OpenAI investit énormément sur la partie grand public, mais aussi sur les développeurs et les solutions pour les entreprises. Nous avons 800 millions d’utilisateurs hebdomadaire donc on en entend beaucoup parler, mais il y a aussi 4 millions de développeurs qui utilisent notre API sur un total de 30 millions de développeurs dans le monde. C'est significatif.

Lorsque nous en discutons en interne il me semble évident que les parties grand public et business vont se rejoindre éventuellement. Je veux avoir le même agent où que je sois, dans un contexte perso ou pro. Je veux qu’il me suive. ChatGPT va être l'une des fenêtres dans lesquelles vous pourrez y accéder, mais cela sera aussi le cas sur Booking.com, au bureau sur une application comme Notion, etc. Nous sommes en train de créer un réseau global sur lequel votre agent sera capable de vous suivre. C’est ça l'objectif.

Le navigateur web Atlas, que vous venez d'annoncer, s'inscrit dans ce projet ?

Nous avons commencé à travailler dessus il y a un peu plus d’un an en parlant d’un constat simple : les gens faisaient beaucoup d’allers-retours entre ChatGPT et leurs autres outils. Donc on s'est demandé s'il n’était pas possible de créer une meilleure expérience en mettant ChatGPT là où les gens en ont le plus besoin, et cela s'avère être le navigateur web. C’est à la fois une stratégie grand public et pro, car de nos jours les gens travaillent énormément dans leur navigateur. Cela ne fait que commencer. Nous allons beaucoup innover dans les semaines et les mois à venir.

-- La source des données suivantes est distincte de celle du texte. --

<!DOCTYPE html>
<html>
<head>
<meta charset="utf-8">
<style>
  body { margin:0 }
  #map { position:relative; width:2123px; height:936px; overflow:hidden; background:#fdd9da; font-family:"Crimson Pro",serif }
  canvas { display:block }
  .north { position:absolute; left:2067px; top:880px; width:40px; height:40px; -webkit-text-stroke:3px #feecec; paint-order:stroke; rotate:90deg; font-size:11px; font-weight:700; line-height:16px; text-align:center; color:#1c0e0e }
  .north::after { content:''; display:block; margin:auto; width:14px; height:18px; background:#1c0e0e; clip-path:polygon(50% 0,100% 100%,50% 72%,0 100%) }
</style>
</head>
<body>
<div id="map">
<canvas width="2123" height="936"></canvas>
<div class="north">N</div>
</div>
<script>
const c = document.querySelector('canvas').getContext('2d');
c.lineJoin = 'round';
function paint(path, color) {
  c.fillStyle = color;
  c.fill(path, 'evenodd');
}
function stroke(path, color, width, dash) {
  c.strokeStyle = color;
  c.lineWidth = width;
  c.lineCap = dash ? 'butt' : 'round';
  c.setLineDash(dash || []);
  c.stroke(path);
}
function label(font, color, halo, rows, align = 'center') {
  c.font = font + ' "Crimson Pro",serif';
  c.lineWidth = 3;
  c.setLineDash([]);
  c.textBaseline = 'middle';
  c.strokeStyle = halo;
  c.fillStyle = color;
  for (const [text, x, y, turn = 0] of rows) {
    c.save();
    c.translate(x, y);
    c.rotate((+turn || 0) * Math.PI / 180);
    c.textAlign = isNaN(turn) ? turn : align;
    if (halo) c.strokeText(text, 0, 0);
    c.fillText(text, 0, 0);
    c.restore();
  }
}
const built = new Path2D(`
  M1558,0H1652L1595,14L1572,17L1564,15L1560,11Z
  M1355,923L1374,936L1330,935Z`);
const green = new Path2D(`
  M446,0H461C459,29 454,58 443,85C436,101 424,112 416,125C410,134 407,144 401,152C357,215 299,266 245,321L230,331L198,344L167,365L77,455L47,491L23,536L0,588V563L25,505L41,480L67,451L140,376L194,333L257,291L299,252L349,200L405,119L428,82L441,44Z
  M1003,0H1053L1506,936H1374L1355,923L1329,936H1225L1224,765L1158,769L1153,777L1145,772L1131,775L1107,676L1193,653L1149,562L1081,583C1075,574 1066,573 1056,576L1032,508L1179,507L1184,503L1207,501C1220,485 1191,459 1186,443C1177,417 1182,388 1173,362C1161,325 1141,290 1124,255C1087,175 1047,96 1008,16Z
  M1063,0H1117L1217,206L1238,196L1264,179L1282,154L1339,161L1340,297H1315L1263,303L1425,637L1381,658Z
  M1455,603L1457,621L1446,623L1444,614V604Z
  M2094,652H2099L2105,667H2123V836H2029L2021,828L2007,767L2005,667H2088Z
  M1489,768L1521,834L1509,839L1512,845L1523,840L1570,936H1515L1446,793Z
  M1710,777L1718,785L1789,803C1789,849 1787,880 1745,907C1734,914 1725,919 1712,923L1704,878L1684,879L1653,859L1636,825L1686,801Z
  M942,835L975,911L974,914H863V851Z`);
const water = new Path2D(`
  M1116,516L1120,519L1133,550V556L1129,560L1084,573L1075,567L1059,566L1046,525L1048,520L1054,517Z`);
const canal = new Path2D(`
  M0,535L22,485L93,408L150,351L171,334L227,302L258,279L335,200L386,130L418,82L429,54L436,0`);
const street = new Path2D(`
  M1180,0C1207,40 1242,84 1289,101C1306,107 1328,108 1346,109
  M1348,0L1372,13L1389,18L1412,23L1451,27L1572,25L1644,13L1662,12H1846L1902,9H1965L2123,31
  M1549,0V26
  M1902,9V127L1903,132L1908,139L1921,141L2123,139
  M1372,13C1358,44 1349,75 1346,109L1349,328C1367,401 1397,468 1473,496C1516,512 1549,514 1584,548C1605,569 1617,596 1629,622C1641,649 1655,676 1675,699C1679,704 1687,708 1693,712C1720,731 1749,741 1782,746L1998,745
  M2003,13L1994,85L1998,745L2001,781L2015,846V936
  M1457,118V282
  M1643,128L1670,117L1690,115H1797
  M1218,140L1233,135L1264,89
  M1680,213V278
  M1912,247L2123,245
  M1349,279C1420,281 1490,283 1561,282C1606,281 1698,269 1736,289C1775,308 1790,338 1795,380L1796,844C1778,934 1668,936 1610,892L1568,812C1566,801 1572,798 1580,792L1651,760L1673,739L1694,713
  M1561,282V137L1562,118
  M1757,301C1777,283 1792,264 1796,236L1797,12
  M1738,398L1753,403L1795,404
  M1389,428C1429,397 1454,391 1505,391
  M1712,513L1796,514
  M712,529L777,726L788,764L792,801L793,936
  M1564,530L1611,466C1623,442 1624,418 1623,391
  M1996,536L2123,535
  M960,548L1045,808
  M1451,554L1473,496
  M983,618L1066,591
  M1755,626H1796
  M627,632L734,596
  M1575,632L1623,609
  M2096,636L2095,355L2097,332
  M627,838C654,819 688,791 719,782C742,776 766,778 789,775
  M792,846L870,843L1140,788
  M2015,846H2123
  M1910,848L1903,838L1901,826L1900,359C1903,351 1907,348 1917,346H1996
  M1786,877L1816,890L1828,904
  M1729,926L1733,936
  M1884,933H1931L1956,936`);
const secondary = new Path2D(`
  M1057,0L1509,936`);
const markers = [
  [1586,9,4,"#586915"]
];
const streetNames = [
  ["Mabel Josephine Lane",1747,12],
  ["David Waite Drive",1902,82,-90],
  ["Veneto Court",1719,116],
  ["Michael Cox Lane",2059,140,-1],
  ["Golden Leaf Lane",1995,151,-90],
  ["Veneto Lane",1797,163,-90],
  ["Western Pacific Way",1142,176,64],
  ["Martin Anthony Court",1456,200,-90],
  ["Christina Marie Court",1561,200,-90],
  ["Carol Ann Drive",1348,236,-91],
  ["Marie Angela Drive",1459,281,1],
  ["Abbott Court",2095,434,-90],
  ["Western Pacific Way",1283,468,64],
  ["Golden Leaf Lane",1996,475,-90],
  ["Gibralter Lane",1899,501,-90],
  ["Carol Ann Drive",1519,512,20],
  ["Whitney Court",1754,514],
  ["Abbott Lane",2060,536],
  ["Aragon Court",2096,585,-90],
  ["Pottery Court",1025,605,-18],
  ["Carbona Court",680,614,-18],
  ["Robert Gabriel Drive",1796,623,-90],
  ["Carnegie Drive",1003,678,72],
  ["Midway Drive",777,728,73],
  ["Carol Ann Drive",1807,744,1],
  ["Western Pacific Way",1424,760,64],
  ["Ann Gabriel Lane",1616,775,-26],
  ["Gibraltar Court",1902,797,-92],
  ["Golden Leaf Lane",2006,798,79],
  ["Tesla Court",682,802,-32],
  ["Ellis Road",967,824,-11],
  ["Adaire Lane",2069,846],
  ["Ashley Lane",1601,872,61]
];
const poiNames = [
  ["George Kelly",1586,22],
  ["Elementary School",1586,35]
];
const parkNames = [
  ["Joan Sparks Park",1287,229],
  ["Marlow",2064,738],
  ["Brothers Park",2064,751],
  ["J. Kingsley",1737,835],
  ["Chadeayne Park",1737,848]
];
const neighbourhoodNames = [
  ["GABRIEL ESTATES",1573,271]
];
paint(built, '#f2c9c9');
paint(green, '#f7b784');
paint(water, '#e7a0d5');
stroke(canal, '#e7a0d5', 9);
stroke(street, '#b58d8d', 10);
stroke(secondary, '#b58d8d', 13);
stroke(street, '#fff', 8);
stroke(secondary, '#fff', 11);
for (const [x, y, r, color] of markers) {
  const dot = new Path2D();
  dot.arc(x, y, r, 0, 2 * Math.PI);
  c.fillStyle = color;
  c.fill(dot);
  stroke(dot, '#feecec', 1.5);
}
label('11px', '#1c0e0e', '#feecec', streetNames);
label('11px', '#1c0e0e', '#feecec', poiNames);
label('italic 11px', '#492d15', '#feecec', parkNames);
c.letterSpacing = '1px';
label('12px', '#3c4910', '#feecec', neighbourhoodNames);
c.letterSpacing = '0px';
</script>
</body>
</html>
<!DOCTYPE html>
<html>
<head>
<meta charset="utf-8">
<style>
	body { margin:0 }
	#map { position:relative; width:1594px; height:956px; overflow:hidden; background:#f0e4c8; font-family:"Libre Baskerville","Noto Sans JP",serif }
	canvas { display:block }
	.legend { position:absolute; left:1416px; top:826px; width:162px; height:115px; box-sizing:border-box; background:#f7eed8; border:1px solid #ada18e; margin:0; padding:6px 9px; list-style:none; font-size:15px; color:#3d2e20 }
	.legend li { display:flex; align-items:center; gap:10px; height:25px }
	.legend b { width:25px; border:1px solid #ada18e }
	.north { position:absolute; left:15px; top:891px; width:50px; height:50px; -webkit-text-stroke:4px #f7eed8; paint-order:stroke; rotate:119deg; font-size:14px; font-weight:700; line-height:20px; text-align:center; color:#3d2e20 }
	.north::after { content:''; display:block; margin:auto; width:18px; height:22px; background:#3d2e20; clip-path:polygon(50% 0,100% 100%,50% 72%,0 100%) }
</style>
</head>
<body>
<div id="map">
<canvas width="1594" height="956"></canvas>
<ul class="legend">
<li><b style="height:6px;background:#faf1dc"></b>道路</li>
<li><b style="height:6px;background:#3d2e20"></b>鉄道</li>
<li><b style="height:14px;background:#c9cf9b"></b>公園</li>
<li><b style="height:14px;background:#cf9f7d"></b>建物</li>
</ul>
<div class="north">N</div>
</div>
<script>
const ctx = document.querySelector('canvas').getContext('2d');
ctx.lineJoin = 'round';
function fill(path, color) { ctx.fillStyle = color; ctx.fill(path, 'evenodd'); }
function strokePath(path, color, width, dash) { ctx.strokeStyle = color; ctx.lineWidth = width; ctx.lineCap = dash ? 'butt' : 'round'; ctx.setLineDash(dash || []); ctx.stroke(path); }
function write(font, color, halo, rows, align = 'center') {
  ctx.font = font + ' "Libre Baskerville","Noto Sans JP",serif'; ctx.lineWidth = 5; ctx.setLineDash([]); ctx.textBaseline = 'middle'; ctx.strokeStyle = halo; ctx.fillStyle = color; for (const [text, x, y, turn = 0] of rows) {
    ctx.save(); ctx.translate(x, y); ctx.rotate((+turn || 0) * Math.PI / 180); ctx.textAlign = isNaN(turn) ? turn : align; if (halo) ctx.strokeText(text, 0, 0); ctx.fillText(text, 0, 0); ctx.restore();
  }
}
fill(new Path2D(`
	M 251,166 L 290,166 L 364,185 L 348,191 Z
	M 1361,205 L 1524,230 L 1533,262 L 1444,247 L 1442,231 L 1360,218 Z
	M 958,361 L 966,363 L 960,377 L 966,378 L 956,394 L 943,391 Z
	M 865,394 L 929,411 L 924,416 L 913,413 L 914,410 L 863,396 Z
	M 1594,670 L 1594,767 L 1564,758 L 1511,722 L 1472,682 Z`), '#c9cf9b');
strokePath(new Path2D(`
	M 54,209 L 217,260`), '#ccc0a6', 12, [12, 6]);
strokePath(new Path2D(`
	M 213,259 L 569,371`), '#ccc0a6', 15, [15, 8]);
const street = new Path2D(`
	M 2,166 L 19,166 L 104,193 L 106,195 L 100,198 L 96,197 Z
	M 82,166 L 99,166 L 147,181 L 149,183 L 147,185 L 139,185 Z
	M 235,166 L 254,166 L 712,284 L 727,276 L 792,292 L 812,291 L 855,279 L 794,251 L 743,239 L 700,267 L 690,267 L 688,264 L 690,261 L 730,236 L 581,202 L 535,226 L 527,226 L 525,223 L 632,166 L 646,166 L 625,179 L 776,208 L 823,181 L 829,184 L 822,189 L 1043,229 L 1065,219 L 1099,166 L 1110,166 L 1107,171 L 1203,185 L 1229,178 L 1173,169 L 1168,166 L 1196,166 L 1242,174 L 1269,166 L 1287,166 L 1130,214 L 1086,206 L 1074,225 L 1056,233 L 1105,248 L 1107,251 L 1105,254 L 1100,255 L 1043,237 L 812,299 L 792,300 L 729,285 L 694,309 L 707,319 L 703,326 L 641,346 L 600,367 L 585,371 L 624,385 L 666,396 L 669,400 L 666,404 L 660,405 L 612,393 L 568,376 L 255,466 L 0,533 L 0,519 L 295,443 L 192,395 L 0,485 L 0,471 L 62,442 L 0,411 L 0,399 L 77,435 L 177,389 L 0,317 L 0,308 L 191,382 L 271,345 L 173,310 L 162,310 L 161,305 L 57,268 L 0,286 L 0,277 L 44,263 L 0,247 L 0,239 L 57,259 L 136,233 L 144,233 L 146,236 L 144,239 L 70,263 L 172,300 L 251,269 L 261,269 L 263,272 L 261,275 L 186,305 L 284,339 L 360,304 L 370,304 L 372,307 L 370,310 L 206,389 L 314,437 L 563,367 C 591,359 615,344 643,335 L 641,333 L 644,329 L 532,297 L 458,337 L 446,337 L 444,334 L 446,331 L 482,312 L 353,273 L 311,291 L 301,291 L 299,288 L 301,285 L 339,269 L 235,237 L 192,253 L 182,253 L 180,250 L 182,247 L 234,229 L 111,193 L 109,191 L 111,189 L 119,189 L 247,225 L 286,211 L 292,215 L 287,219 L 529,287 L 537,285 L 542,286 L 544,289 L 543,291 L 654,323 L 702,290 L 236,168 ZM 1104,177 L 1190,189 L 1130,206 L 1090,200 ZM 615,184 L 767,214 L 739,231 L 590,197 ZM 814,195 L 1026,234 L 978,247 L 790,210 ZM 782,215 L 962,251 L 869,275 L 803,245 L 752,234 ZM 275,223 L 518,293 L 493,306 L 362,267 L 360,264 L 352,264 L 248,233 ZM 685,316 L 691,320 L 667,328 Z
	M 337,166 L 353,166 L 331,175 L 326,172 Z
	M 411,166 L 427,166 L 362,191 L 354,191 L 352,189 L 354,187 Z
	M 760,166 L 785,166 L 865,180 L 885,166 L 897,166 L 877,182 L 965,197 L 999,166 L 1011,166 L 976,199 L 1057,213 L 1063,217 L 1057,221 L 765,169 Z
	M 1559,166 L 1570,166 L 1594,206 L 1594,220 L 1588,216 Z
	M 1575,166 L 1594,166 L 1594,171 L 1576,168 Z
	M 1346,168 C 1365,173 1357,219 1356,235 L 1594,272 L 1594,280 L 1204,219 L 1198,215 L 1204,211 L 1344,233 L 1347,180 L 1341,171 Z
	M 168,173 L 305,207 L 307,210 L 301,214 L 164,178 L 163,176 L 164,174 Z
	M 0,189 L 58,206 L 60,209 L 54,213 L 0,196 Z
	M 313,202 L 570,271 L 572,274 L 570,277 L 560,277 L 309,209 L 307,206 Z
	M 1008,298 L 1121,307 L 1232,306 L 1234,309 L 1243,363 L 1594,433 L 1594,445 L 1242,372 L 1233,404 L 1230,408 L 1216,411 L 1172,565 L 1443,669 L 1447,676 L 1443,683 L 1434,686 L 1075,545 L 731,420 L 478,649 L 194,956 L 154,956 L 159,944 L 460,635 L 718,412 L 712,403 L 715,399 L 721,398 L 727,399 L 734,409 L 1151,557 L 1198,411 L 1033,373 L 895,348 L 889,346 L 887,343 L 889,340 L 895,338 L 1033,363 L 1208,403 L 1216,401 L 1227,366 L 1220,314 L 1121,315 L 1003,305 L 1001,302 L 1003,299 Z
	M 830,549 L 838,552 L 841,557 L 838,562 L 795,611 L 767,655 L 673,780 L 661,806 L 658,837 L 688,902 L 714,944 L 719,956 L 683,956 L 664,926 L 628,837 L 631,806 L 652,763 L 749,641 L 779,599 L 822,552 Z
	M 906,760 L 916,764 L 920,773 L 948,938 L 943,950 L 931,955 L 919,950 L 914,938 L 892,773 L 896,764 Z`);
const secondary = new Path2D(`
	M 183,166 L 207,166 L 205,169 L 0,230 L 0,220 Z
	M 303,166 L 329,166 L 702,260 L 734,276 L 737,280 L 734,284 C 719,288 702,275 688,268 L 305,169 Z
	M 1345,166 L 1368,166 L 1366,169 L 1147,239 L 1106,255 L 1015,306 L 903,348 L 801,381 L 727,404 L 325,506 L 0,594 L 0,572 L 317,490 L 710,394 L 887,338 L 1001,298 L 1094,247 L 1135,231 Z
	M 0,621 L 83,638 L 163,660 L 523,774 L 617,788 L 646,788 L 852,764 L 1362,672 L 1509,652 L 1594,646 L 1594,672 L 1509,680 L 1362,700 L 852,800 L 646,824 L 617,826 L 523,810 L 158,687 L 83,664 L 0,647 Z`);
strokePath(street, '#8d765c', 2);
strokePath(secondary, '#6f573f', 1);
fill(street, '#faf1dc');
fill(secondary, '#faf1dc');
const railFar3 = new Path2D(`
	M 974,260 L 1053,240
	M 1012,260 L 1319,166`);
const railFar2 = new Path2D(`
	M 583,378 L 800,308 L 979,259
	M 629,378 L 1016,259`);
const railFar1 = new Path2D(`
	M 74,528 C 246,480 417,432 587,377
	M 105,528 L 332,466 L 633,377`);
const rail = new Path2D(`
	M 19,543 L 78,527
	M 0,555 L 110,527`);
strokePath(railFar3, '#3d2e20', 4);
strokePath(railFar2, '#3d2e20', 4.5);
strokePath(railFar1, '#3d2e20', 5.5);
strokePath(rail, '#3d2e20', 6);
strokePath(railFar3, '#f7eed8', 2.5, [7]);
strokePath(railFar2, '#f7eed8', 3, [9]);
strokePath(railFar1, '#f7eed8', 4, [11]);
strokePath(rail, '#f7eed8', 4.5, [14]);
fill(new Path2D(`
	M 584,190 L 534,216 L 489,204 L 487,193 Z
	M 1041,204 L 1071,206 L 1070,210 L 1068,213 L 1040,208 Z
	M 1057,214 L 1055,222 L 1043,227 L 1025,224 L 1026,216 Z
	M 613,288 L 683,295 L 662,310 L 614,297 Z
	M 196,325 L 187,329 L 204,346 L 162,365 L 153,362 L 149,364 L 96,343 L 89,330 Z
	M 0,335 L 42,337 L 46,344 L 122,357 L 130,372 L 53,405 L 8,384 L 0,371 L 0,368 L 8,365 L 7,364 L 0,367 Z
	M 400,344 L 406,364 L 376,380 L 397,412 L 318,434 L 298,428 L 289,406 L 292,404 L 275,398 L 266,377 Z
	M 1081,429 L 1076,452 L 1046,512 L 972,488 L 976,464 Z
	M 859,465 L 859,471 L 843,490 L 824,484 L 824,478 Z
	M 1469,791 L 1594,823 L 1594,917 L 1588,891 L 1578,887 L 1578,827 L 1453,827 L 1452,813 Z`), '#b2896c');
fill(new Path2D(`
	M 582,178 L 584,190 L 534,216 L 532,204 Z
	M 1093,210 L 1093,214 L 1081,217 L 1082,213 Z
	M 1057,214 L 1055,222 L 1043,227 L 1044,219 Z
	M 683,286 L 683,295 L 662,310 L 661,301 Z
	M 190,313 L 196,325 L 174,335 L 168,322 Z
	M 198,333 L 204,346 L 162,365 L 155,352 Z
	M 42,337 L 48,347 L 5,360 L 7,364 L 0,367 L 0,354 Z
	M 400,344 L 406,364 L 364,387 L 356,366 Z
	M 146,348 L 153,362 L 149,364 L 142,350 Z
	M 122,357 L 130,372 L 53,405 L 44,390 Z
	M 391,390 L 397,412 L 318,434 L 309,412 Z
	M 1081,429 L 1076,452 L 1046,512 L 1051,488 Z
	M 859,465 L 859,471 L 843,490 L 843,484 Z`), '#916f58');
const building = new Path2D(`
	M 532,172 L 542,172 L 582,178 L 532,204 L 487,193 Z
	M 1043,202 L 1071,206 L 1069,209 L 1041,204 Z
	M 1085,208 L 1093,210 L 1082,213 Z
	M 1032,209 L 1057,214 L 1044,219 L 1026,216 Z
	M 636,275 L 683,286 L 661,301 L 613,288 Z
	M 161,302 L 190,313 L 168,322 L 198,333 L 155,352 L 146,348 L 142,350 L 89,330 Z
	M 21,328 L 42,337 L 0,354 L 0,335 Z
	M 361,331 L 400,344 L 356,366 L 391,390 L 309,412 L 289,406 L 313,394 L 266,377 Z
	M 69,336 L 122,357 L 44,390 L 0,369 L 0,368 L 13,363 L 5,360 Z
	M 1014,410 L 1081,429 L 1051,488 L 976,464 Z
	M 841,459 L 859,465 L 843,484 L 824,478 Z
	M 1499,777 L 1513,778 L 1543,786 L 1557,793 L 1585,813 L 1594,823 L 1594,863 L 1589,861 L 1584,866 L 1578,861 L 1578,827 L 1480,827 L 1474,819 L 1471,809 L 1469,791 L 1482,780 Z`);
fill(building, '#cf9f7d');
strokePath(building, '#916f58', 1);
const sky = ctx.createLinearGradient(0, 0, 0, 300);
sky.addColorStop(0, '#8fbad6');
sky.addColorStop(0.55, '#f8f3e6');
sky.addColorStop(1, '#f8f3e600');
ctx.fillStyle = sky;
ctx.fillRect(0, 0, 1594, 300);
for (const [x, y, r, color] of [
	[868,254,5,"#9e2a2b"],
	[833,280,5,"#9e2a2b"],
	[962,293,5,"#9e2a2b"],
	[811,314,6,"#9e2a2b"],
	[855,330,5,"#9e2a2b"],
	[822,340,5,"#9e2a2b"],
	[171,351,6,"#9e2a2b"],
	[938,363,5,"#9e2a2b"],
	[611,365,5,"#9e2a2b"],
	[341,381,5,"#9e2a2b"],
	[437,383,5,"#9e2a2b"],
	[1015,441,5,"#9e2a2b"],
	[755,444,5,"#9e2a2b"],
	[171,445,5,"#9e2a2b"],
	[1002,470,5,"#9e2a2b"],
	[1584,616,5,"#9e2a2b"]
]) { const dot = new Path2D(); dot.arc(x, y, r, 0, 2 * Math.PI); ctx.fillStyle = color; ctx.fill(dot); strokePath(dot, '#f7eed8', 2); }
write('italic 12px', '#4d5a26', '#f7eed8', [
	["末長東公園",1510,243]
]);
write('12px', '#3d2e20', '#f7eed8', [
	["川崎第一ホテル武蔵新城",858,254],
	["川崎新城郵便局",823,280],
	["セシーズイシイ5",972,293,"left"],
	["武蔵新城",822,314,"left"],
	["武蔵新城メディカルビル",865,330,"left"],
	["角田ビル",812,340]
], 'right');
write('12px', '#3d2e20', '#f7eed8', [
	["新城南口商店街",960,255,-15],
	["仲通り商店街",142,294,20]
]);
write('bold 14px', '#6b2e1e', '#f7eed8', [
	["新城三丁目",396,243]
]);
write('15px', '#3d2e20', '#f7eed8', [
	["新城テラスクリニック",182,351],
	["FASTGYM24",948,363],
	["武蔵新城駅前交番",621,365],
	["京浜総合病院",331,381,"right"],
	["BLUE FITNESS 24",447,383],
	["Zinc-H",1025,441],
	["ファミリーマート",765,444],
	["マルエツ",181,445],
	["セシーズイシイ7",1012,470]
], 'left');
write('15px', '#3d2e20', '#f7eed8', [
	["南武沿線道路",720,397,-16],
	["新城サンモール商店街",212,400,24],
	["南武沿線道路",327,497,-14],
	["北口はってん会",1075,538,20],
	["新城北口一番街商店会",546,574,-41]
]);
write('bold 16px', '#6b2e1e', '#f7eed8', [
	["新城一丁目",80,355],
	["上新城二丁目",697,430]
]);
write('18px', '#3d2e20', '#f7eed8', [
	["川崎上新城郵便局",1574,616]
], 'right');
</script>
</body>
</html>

Entre le navigateur, votre solution de commerce agentique et les applications dans ChatGPT, vous êtes en train d'en faire une véritable plateforme… L'objectif c'est de proposer une interface unique qui réponde à tous les besoins ?

La vision d’OpenAI n'a jamais été de créer un chatbot, c’est un assistant qui doit pouvoir vous aider pour tout, et cela veut dire avoir plus d’outils, une brique de paiement, un navigateur web… A l'origine ChatGPT fonctionnait en vase clos mais désormais il peut faire de plus en plus de choses, et ce n'est que le début.